TRY IT -> Write out each line of the entries below that holds the word "position".

EXERCISE MATERIAL ->
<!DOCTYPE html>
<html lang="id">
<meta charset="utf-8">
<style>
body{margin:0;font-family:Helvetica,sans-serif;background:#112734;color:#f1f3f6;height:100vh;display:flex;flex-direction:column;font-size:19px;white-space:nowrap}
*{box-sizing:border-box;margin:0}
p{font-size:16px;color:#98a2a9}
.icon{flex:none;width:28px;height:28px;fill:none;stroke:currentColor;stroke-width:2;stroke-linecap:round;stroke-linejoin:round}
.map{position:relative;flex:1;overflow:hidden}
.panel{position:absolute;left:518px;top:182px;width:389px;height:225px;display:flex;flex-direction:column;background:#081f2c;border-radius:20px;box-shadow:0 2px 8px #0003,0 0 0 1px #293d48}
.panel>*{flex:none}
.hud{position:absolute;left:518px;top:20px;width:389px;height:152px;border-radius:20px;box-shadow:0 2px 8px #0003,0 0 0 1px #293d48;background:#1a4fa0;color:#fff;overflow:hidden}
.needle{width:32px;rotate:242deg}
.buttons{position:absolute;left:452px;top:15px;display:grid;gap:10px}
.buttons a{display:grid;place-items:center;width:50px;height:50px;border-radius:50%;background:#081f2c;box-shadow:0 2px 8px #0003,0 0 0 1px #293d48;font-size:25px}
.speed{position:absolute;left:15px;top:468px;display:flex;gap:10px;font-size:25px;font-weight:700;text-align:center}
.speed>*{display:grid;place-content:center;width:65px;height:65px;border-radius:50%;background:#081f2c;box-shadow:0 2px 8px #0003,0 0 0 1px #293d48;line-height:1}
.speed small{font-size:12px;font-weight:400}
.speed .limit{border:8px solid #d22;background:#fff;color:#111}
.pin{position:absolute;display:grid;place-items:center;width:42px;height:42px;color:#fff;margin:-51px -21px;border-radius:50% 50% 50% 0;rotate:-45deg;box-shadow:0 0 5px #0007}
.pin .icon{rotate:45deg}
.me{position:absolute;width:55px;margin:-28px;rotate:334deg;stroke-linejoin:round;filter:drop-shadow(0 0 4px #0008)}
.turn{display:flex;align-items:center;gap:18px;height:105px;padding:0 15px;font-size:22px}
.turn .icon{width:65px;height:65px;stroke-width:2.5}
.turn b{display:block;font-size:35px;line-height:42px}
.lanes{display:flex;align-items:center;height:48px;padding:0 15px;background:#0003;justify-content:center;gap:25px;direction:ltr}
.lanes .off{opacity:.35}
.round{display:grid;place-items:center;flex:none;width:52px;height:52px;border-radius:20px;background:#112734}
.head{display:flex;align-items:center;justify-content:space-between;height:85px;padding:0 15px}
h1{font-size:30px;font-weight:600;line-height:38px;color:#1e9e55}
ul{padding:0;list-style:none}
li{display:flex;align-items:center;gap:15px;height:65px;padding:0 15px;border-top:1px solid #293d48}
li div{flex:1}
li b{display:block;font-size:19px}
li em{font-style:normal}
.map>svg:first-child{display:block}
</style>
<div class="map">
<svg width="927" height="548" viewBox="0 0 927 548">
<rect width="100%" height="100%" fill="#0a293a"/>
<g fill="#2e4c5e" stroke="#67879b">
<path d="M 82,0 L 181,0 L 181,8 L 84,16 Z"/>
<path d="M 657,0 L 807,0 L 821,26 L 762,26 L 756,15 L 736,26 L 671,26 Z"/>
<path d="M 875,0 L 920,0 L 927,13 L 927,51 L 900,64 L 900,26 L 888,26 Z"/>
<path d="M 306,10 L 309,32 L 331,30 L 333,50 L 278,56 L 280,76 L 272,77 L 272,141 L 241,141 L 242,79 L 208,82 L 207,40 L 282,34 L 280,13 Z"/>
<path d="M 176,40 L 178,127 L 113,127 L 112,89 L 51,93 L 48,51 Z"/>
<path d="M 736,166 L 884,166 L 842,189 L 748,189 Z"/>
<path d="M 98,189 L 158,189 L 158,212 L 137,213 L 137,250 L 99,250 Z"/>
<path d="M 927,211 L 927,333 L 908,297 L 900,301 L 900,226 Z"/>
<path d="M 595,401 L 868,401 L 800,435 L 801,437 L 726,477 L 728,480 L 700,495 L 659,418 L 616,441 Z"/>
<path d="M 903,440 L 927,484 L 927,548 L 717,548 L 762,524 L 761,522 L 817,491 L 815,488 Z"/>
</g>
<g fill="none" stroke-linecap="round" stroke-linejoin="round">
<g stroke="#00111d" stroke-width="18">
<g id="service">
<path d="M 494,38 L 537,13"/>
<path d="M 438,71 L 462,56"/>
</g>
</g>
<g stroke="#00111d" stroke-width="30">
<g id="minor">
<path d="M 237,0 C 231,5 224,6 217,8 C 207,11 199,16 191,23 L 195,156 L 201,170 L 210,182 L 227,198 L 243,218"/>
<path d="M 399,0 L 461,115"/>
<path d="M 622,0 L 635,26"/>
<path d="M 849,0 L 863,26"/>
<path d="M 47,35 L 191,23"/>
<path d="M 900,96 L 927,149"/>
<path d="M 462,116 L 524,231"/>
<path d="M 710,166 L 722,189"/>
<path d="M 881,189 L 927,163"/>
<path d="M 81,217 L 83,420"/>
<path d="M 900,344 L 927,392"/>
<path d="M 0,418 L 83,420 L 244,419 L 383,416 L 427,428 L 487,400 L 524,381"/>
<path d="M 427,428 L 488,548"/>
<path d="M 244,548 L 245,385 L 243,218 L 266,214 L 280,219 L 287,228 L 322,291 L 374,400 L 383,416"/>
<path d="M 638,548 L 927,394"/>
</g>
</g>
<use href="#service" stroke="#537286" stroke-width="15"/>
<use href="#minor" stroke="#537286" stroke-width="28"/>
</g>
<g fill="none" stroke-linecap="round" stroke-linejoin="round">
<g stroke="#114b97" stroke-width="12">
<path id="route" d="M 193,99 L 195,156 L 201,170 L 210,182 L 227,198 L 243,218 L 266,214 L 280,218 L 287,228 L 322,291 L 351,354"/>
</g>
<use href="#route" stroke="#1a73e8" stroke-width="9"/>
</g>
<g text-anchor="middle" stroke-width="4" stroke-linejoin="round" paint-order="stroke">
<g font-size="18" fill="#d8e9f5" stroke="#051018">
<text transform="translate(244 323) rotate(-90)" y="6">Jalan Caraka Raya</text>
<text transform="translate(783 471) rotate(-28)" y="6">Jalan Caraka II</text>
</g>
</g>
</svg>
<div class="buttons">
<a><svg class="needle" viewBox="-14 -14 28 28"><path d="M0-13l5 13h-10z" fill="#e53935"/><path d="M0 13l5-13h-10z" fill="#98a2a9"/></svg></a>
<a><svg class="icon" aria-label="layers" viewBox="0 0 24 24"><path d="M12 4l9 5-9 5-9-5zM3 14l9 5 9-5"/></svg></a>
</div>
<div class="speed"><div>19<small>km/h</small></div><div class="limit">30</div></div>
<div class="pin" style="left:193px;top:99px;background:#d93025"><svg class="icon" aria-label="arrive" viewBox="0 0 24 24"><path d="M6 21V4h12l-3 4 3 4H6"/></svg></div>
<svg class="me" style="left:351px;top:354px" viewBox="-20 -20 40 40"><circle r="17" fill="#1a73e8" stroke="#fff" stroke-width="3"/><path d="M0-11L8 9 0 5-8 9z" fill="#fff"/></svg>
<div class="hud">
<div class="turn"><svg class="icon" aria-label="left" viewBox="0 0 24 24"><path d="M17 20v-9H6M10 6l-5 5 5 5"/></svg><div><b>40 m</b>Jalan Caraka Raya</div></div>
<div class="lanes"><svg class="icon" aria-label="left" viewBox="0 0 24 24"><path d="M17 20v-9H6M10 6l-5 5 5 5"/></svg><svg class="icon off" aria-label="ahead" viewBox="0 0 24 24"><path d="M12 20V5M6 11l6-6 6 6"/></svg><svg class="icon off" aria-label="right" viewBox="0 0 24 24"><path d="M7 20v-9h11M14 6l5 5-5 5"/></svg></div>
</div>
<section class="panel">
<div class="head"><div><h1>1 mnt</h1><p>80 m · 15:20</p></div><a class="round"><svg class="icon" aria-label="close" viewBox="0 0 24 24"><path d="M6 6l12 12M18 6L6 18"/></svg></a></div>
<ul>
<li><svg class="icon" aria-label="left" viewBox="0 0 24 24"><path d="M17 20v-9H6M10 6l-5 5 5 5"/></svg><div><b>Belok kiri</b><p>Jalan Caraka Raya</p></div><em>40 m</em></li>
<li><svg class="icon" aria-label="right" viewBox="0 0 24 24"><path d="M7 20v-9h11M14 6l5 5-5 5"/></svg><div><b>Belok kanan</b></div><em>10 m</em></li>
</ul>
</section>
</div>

RESPONSE TO THIS EXERCISE ->
.map{position:relative;flex:1;overflow:hidden}
.panel{position:absolute;left:518px;top:182px;width:389px;height:225px;display:flex;flex-direction:column;background:#081f2c;border-radius:20px;box-shadow:0 2px 8px #0003,0 0 0 1px #293d48}
.hud{position:absolute;left:518px;top:20px;width:389px;height:152px;border-radius:20px;box-shadow:0 2px 8px #0003,0 0 0 1px #293d48;background:#1a4fa0;color:#fff;overflow:hidden}
.buttons{position:absolute;left:452px;top:15px;display:grid;gap:10px}
.speed{position:absolute;left:15px;top:468px;display:flex;gap:10px;font-size:25px;font-weight:700;text-align:center}
.pin{position:absolute;display:grid;place-items:center;width:42px;height:42px;color:#fff;margin:-51px -21px;border-radius:50% 50% 50% 0;rotate:-45deg;box-shadow:0 0 5px #0007}
.me{position:absolute;width:55px;margin:-28px;rotate:334deg;stroke-linejoin:round;filter:drop-shadow(0 0 4px #0008)}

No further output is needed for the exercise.